#### [Problem description]
Write out every line of the material as it stands, apart from the pictures.
START Supplied entries
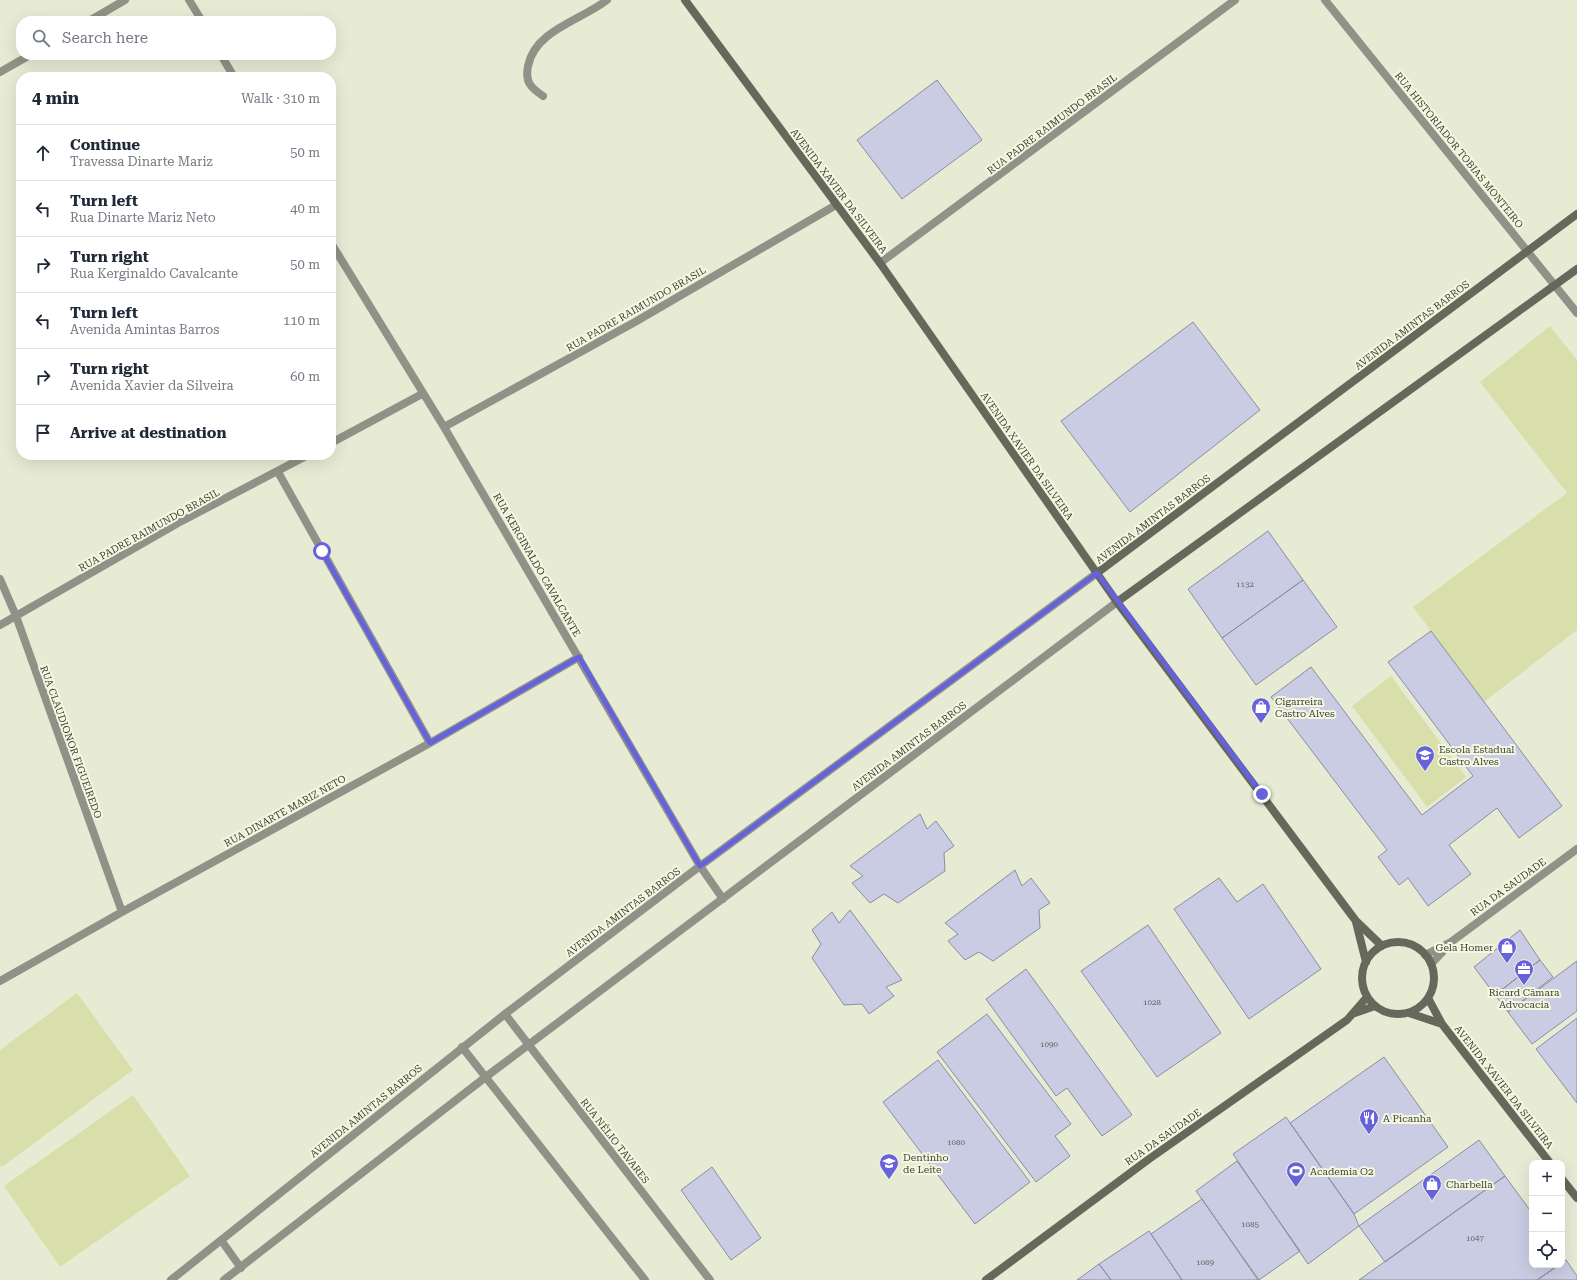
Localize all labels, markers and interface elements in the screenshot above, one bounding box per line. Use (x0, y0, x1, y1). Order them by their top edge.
search box (16, 16, 336, 60)
icon: search (30, 27, 52, 49)
text: Search here (62, 29, 148, 47)
street label: RUA HISTORIADOR TOBIAS MONTEIRO (1393, 70, 1525, 230)
street label: RUA PADRE RAIMUNDO BRASIL (985, 72, 1119, 176)
text: 4 min (32, 88, 79, 108)
text: Walk · 310 m (241, 91, 320, 106)
street label: AVENIDA XAVIER DA SILVEIRA (789, 127, 889, 255)
text: Continue (70, 136, 140, 154)
icon: ahead (32, 142, 54, 164)
text: 50 m (290, 145, 320, 160)
text: Travessa Dinarte Mariz (70, 154, 213, 169)
text: Turn left (70, 192, 138, 210)
icon: left (32, 198, 54, 220)
text: 40 m (290, 201, 320, 216)
text: Rua Dinarte Mariz Neto (70, 210, 216, 225)
text: Turn right (70, 248, 149, 266)
icon: right (32, 254, 54, 276)
text: 50 m (290, 257, 320, 272)
street label: RUA PADRE RAIMUNDO BRASIL (564, 264, 708, 354)
text: Rua Kerginaldo Cavalcante (70, 266, 238, 281)
street label: AVENIDA AMINTAS BARROS (1352, 278, 1472, 372)
text: Turn left (70, 304, 138, 322)
icon: left (32, 310, 54, 332)
text: 110 m (283, 313, 320, 328)
text: Avenida Amintas Barros (70, 322, 219, 337)
text: Turn right (70, 360, 149, 378)
icon: right (32, 366, 54, 388)
text: 60 m (290, 369, 320, 384)
text: Avenida Xavier da Silveira (70, 378, 234, 393)
street label: AVENIDA XAVIER DA SILVEIRA (979, 390, 1075, 522)
icon: arrive (32, 422, 54, 444)
text: Arrive at destination (70, 424, 226, 442)
street label: AVENIDA AMINTAS BARROS (1093, 472, 1213, 566)
street label: RUA PADRE RAIMUNDO BRASIL (77, 487, 221, 573)
street label: RUA KERGINALDO CAVALCANTE (491, 491, 583, 639)
route start (313, 542, 331, 560)
house number: 1132 (1236, 580, 1254, 589)
street label: RUA CLAUDIONOR FIGUEIREDO (38, 664, 104, 820)
shop icon: Cigarreira Castro Alves (1250, 696, 1272, 724)
place label: Cigarreira Castro Alves (1275, 696, 1335, 719)
street label: AVENIDA AMINTAS BARROS (849, 699, 969, 793)
school or university icon: Escola Estadual Castro Alves (1414, 744, 1436, 772)
place label: Escola Estadual Castro Alves (1439, 744, 1514, 767)
street label: RUA DINARTE MARIZ NETO (222, 773, 348, 849)
route end (1253, 785, 1271, 803)
street label: RUA DA SAUDADE (1468, 856, 1548, 918)
street label: AVENIDA AMINTAS BARROS (563, 865, 683, 959)
shop icon: Gela Homer (1496, 936, 1518, 964)
place label: Gela Homer (1436, 942, 1493, 953)
office icon: Ricard Câmara Advocacia (1513, 958, 1535, 986)
place label: Ricard Câmara Advocacia (1489, 987, 1560, 1010)
house number: 1028 (1143, 998, 1161, 1007)
street label: AVENIDA XAVIER DA SILVEIRA (1453, 1023, 1555, 1151)
house number: 1090 (1040, 1040, 1058, 1049)
street label: AVENIDA AMINTAS BARROS (308, 1062, 424, 1160)
street label: RUA NÉLIO TAVARES (578, 1096, 652, 1186)
street label: RUA DA SAUDADE (1123, 1107, 1203, 1167)
restaurant icon: A Picanha (1358, 1107, 1380, 1135)
place label: A Picanha (1383, 1113, 1432, 1124)
house number: 1080 (947, 1138, 965, 1147)
school or university icon: Dentinho de Leite (878, 1152, 900, 1180)
place label: Dentinho de Leite (903, 1152, 949, 1175)
sports icon: Academia O2 (1285, 1160, 1307, 1188)
map controls (1529, 1160, 1565, 1268)
button: + (1529, 1160, 1565, 1196)
place label: Academia O2 (1310, 1166, 1374, 1177)
shop icon: Charbella (1421, 1173, 1443, 1201)
place label: Charbella (1446, 1179, 1493, 1190)
button: − (1529, 1196, 1565, 1232)
house number: 1085 (1241, 1220, 1259, 1229)
button: locate (1529, 1232, 1565, 1268)
house number: 1047 (1466, 1234, 1484, 1243)
house number: 1089 (1196, 1258, 1214, 1267)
END Supplied entries
#### [Task answer]
Localize all labels, markers and interface elements in the screenshot above, one bounding box per line. Use (x0, y0, x1, y1). Order them by their top edge.
search box (16, 16, 336, 60)
icon: search (30, 27, 52, 49)
text: Search here (62, 29, 148, 47)
street label: RUA HISTORIADOR TOBIAS MONTEIRO (1393, 70, 1525, 230)
street label: RUA PADRE RAIMUNDO BRASIL (985, 72, 1119, 176)
text: 4 min (32, 88, 79, 108)
text: Walk · 310 m (241, 91, 320, 106)
street label: AVENIDA XAVIER DA SILVEIRA (789, 127, 889, 255)
text: Continue (70, 136, 140, 154)
icon: ahead (32, 142, 54, 164)
text: 50 m (290, 145, 320, 160)
text: Travessa Dinarte Mariz (70, 154, 213, 169)
text: Turn left (70, 192, 138, 210)
icon: left (32, 198, 54, 220)
text: 40 m (290, 201, 320, 216)
text: Rua Dinarte Mariz Neto (70, 210, 216, 225)
text: Turn right (70, 248, 149, 266)
icon: right (32, 254, 54, 276)
text: 50 m (290, 257, 320, 272)
street label: RUA PADRE RAIMUNDO BRASIL (564, 264, 708, 354)
text: Rua Kerginaldo Cavalcante (70, 266, 238, 281)
street label: AVENIDA AMINTAS BARROS (1352, 278, 1472, 372)
text: Turn left (70, 304, 138, 322)
icon: left (32, 310, 54, 332)
text: 110 m (283, 313, 320, 328)
text: Avenida Amintas Barros (70, 322, 219, 337)
text: Turn right (70, 360, 149, 378)
icon: right (32, 366, 54, 388)
text: 60 m (290, 369, 320, 384)
text: Avenida Xavier da Silveira (70, 378, 234, 393)
street label: AVENIDA XAVIER DA SILVEIRA (979, 390, 1075, 522)
icon: arrive (32, 422, 54, 444)
text: Arrive at destination (70, 424, 226, 442)
street label: AVENIDA AMINTAS BARROS (1093, 472, 1213, 566)
street label: RUA PADRE RAIMUNDO BRASIL (77, 487, 221, 573)
street label: RUA KERGINALDO CAVALCANTE (491, 491, 583, 639)
route start (313, 542, 331, 560)
house number: 1132 (1236, 580, 1254, 589)
street label: RUA CLAUDIONOR FIGUEIREDO (38, 664, 104, 820)
shop icon: Cigarreira Castro Alves (1250, 696, 1272, 724)
place label: Cigarreira Castro Alves (1275, 696, 1335, 719)
street label: AVENIDA AMINTAS BARROS (849, 699, 969, 793)
school or university icon: Escola Estadual Castro Alves (1414, 744, 1436, 772)
place label: Escola Estadual Castro Alves (1439, 744, 1514, 767)
street label: RUA DINARTE MARIZ NETO (222, 773, 348, 849)
route end (1253, 785, 1271, 803)
street label: RUA DA SAUDADE (1468, 856, 1548, 918)
street label: AVENIDA AMINTAS BARROS (563, 865, 683, 959)
shop icon: Gela Homer (1496, 936, 1518, 964)
place label: Gela Homer (1436, 942, 1493, 953)
office icon: Ricard Câmara Advocacia (1513, 958, 1535, 986)
place label: Ricard Câmara Advocacia (1489, 987, 1560, 1010)
house number: 1028 (1143, 998, 1161, 1007)
street label: AVENIDA XAVIER DA SILVEIRA (1453, 1023, 1555, 1151)
house number: 1090 (1040, 1040, 1058, 1049)
street label: AVENIDA AMINTAS BARROS (308, 1062, 424, 1160)
street label: RUA NÉLIO TAVARES (578, 1096, 652, 1186)
street label: RUA DA SAUDADE (1123, 1107, 1203, 1167)
restaurant icon: A Picanha (1358, 1107, 1380, 1135)
place label: A Picanha (1383, 1113, 1432, 1124)
house number: 1080 (947, 1138, 965, 1147)
school or university icon: Dentinho de Leite (878, 1152, 900, 1180)
place label: Dentinho de Leite (903, 1152, 949, 1175)
sports icon: Academia O2 (1285, 1160, 1307, 1188)
map controls (1529, 1160, 1565, 1268)
button: + (1529, 1160, 1565, 1196)
place label: Academia O2 (1310, 1166, 1374, 1177)
shop icon: Charbella (1421, 1173, 1443, 1201)
place label: Charbella (1446, 1179, 1493, 1190)
button: − (1529, 1196, 1565, 1232)
house number: 1085 (1241, 1220, 1259, 1229)
button: locate (1529, 1232, 1565, 1268)
house number: 1047 (1466, 1234, 1484, 1243)
house number: 1089 (1196, 1258, 1214, 1267)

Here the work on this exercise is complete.